* WORK ORDER: Only the lines from the beginning of the data below through the line containing "List all text" belong in the response, each copied exactly.

THE RECORDS START

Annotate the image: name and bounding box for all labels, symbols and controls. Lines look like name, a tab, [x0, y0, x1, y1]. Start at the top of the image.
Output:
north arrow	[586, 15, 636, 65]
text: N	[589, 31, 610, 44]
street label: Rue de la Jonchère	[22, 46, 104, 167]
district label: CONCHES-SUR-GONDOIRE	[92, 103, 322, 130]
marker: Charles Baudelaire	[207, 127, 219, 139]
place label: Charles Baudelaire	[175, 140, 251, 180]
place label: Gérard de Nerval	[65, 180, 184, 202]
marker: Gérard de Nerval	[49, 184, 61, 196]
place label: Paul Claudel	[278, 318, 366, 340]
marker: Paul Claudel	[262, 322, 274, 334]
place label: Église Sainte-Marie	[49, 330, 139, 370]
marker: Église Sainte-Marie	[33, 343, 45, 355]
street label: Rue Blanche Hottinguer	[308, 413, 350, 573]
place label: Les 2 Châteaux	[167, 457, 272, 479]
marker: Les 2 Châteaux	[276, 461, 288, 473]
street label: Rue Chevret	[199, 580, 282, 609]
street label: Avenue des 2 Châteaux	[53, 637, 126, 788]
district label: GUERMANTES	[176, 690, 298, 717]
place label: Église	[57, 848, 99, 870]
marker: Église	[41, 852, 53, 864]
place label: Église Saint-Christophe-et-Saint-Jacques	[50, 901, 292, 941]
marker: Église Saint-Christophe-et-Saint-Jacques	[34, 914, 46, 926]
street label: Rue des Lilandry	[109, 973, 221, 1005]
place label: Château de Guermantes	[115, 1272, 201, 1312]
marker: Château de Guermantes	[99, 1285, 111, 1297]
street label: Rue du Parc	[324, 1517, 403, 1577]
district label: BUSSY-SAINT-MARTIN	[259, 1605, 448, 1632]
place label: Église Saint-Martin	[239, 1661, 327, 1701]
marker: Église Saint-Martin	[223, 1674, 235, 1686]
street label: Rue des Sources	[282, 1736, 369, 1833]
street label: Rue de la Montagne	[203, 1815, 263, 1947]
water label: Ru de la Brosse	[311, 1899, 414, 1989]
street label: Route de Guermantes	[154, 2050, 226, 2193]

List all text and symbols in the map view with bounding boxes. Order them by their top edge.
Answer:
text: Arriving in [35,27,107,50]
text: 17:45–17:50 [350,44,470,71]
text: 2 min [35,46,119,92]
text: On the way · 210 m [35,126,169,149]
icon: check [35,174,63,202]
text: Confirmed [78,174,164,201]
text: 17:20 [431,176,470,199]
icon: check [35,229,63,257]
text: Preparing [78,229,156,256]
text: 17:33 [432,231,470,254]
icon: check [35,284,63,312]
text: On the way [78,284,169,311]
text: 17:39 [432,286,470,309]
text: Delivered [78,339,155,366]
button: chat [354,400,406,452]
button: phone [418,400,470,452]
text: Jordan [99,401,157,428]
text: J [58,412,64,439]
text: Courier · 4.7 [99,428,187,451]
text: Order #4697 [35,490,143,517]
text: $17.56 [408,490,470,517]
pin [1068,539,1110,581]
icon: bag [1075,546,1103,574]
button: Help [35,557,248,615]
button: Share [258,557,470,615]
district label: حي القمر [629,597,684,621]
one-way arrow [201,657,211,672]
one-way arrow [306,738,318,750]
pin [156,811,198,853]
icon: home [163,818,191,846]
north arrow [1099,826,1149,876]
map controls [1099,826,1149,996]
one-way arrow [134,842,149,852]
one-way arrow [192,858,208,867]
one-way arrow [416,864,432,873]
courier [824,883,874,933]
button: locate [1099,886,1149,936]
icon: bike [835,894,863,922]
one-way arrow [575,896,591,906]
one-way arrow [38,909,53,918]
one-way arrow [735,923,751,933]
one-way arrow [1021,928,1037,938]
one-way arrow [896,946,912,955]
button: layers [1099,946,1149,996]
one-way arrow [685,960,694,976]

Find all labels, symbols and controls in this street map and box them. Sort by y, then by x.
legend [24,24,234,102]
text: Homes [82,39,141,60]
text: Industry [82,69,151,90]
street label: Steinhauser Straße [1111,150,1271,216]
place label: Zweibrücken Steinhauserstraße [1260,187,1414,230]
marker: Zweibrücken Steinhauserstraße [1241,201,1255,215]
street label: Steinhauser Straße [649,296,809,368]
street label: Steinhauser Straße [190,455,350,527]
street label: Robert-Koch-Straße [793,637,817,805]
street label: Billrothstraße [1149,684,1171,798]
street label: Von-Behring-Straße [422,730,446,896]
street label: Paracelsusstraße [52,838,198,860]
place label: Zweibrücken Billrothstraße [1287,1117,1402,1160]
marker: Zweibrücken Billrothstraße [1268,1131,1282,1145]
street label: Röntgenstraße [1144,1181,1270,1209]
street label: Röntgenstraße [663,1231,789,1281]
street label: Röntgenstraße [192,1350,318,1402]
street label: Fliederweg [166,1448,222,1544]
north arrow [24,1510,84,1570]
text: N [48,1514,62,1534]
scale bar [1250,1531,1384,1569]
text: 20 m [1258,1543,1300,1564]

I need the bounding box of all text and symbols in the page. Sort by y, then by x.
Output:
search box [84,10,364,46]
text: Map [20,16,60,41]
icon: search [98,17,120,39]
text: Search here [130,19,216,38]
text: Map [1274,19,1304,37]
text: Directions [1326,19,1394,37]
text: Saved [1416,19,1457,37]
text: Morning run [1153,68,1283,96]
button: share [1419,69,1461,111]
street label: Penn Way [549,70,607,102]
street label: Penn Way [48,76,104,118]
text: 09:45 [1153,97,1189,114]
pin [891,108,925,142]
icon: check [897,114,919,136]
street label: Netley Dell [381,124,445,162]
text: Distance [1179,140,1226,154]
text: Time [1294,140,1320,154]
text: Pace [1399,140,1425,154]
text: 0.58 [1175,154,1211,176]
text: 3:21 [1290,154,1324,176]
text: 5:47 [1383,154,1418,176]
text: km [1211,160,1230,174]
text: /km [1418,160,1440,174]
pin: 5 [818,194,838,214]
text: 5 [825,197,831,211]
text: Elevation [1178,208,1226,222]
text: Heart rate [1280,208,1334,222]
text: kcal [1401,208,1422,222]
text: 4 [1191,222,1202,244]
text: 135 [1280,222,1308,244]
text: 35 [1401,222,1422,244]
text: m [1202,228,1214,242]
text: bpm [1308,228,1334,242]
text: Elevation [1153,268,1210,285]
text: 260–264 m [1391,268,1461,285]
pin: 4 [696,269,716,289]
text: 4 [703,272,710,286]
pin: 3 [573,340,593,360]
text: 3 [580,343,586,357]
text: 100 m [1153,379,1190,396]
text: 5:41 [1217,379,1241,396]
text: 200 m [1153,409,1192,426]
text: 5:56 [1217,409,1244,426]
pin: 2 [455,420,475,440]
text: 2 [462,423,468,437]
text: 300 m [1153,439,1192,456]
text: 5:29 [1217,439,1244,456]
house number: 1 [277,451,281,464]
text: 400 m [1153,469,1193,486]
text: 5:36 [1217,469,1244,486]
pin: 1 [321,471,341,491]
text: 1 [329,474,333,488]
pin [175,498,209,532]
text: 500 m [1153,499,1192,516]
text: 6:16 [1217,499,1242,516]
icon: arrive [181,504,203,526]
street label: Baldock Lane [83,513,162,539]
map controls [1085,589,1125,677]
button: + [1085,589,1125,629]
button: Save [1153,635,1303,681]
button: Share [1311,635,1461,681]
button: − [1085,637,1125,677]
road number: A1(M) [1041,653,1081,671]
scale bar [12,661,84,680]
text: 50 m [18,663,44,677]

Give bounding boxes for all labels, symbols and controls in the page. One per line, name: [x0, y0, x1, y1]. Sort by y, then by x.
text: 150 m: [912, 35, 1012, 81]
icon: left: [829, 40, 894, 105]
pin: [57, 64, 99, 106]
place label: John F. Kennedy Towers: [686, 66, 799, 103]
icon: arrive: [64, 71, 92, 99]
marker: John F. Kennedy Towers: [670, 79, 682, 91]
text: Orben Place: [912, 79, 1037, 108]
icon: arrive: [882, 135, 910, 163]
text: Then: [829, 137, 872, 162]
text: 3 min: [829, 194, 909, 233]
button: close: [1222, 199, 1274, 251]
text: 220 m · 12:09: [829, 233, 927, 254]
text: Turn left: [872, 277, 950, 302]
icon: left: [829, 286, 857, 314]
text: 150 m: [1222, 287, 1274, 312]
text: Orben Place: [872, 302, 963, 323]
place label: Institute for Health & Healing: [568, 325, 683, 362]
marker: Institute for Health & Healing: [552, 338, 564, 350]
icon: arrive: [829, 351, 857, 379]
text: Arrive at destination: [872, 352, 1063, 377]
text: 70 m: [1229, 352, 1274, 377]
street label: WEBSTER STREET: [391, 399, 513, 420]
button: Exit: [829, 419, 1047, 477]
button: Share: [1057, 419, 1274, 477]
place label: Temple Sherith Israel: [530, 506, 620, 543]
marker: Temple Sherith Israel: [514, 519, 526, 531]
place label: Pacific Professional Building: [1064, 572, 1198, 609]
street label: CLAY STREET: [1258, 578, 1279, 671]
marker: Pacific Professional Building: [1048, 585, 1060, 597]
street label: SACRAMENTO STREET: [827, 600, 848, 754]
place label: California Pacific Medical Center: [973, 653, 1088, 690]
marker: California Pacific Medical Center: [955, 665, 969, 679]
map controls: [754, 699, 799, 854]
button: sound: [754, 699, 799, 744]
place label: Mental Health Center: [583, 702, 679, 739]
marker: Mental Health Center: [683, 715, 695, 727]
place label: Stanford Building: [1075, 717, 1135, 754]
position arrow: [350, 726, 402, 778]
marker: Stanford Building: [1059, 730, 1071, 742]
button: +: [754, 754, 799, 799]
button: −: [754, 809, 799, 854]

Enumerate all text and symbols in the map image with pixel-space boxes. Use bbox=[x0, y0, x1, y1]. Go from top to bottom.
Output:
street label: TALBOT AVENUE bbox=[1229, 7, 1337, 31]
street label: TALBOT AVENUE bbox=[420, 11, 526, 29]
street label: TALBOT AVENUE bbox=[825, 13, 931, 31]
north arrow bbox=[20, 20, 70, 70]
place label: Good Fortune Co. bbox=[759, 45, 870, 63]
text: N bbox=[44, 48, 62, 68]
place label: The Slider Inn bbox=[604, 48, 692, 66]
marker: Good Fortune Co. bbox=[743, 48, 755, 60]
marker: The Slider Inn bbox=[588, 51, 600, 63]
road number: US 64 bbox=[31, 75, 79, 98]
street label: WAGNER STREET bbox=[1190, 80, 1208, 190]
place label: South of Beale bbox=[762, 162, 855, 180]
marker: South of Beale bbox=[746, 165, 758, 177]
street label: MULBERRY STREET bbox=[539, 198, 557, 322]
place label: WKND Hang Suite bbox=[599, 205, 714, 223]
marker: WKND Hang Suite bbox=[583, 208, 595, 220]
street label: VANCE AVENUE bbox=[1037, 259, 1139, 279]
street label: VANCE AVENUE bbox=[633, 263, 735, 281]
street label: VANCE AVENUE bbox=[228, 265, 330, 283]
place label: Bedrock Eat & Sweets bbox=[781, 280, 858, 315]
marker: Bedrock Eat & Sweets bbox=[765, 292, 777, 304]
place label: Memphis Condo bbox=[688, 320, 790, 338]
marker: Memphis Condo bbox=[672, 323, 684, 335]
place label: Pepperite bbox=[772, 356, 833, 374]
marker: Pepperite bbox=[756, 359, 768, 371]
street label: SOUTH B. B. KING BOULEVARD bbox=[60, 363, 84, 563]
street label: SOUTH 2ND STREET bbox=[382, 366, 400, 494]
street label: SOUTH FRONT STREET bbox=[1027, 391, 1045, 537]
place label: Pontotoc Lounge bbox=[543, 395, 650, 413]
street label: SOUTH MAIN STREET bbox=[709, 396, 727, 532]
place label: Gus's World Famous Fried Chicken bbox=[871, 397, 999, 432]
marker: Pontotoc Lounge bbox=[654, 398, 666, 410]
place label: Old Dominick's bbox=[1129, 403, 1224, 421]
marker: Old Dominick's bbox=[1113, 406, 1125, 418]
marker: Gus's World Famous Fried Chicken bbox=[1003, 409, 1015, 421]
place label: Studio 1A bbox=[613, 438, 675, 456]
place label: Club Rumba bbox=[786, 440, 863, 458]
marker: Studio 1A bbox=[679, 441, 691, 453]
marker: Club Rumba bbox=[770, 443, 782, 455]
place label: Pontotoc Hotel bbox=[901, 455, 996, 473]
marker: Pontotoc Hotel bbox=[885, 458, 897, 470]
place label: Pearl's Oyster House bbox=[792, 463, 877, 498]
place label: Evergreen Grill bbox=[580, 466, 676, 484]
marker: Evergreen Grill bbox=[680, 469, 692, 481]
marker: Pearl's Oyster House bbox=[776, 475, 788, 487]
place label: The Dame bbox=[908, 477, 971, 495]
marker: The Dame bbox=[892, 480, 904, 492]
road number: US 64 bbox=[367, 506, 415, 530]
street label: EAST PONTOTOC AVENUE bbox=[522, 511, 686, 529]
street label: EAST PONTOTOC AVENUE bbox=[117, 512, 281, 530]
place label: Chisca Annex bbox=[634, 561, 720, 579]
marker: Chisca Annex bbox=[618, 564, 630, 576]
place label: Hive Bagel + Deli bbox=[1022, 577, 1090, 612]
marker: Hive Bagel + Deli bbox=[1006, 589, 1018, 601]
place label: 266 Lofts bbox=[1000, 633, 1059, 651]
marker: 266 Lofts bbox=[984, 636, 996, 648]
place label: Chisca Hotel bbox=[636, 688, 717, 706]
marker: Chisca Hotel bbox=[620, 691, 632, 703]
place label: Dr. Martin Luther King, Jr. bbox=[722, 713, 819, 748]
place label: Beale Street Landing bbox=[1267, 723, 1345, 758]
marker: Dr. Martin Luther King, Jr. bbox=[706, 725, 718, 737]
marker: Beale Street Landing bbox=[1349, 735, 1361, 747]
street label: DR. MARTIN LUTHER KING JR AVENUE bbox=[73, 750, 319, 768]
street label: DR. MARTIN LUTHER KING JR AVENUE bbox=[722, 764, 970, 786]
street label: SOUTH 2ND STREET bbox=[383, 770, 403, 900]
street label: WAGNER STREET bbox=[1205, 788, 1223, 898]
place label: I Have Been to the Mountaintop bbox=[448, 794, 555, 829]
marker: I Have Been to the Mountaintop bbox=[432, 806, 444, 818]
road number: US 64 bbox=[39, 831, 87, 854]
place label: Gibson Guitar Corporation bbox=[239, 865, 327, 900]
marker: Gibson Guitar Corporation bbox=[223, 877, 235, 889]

THE RECORDS END

* EXERCISE RESULT:
Annotate the image: name and bounding box for all labels, symbols and controls. Lines look like name, a tab, [x0, y0, x1, y1]. Start at the top of the image.
Output:
north arrow	[586, 15, 636, 65]
text: N	[589, 31, 610, 44]
street label: Rue de la Jonchère	[22, 46, 104, 167]
district label: CONCHES-SUR-GONDOIRE	[92, 103, 322, 130]
marker: Charles Baudelaire	[207, 127, 219, 139]
place label: Charles Baudelaire	[175, 140, 251, 180]
place label: Gérard de Nerval	[65, 180, 184, 202]
marker: Gérard de Nerval	[49, 184, 61, 196]
place label: Paul Claudel	[278, 318, 366, 340]
marker: Paul Claudel	[262, 322, 274, 334]
place label: Église Sainte-Marie	[49, 330, 139, 370]
marker: Église Sainte-Marie	[33, 343, 45, 355]
street label: Rue Blanche Hottinguer	[308, 413, 350, 573]
place label: Les 2 Châteaux	[167, 457, 272, 479]
marker: Les 2 Châteaux	[276, 461, 288, 473]
street label: Rue Chevret	[199, 580, 282, 609]
street label: Avenue des 2 Châteaux	[53, 637, 126, 788]
district label: GUERMANTES	[176, 690, 298, 717]
place label: Église	[57, 848, 99, 870]
marker: Église	[41, 852, 53, 864]
place label: Église Saint-Christophe-et-Saint-Jacques	[50, 901, 292, 941]
marker: Église Saint-Christophe-et-Saint-Jacques	[34, 914, 46, 926]
street label: Rue des Lilandry	[109, 973, 221, 1005]
place label: Château de Guermantes	[115, 1272, 201, 1312]
marker: Château de Guermantes	[99, 1285, 111, 1297]
street label: Rue du Parc	[324, 1517, 403, 1577]
district label: BUSSY-SAINT-MARTIN	[259, 1605, 448, 1632]
place label: Église Saint-Martin	[239, 1661, 327, 1701]
marker: Église Saint-Martin	[223, 1674, 235, 1686]
street label: Rue des Sources	[282, 1736, 369, 1833]
street label: Rue de la Montagne	[203, 1815, 263, 1947]
water label: Ru de la Brosse	[311, 1899, 414, 1989]
street label: Route de Guermantes	[154, 2050, 226, 2193]

List all text and symbols in the map view with bounding boxes. Order them by their top edge.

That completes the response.